See http://bugs.webkit.org/attachment.cgi?id=11925 for an example of a script that fails because of it.
I don't think it would be a good idea to completely remove the restriction, but rather we need to define a safe subset of cases when cross-frame scripting with data: URL is allowed. It would a good first step to document exactly what Firefox and Opera do.
Some of the other folks CCed on this bug may know the Firefox and Opera behavior off-hand, but Collin and I would be happy to try to figure it out experimentally.
I believe the current behavior of Firefox is an XSS security risk.
See https://bugzilla.mozilla.org/show_bug.cgi?id=255107 for some discussion of the security risk.
HTML 5 specs Firefox's behavior: "If a Document or image was generated from a data: URL found in another Document or in a script The origin is the origin of the Document or script in which the data: URL was found."

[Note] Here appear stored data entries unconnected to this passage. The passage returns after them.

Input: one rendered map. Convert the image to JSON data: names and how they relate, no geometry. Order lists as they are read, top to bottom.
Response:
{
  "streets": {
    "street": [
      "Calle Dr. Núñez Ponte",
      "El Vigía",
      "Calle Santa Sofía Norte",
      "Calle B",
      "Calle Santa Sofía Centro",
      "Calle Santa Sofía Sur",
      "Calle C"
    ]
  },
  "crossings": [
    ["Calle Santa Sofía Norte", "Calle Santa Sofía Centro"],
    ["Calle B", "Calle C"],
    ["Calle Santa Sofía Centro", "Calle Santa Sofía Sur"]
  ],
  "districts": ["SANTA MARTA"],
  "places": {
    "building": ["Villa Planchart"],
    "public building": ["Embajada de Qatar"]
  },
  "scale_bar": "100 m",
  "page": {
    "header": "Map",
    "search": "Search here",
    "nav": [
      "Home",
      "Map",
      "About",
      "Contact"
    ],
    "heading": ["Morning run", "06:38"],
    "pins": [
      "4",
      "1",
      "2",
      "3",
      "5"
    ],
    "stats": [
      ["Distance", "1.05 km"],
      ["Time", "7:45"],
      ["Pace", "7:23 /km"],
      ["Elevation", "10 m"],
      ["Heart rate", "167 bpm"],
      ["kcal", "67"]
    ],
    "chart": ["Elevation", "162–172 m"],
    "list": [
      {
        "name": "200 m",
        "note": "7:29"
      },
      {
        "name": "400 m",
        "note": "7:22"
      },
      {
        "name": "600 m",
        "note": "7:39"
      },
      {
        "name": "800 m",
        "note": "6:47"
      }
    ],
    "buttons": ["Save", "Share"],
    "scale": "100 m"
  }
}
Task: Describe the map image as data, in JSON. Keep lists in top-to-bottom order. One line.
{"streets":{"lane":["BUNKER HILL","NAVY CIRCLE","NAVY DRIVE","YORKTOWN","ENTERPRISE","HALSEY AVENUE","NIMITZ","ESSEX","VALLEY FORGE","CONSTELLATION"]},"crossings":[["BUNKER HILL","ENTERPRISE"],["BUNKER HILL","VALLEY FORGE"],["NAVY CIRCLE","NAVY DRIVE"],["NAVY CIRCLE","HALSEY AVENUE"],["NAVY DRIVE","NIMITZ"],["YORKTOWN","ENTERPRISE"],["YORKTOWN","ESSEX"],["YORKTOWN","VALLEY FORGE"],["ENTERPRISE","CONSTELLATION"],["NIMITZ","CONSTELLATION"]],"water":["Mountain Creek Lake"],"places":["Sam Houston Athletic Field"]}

Some of the public-web-security discussion: http://lists.w3.org/Archives/Public/public-web-security/2009Dec/0112.html http://lists.w3.org/Archives/Public/public-web-security/2009Dec/0121.html I firmly believe we should try to make the Gecko policy work, mainly for the reasons Maciej stated in the second of those links. It makes iframes much easier to work with.
Created attachment 73217 [details] Wrong patch (has vulnerabilities)
I think we should do this, but the implementation is not trivial. The approach in the above patch doesn't work, sadly.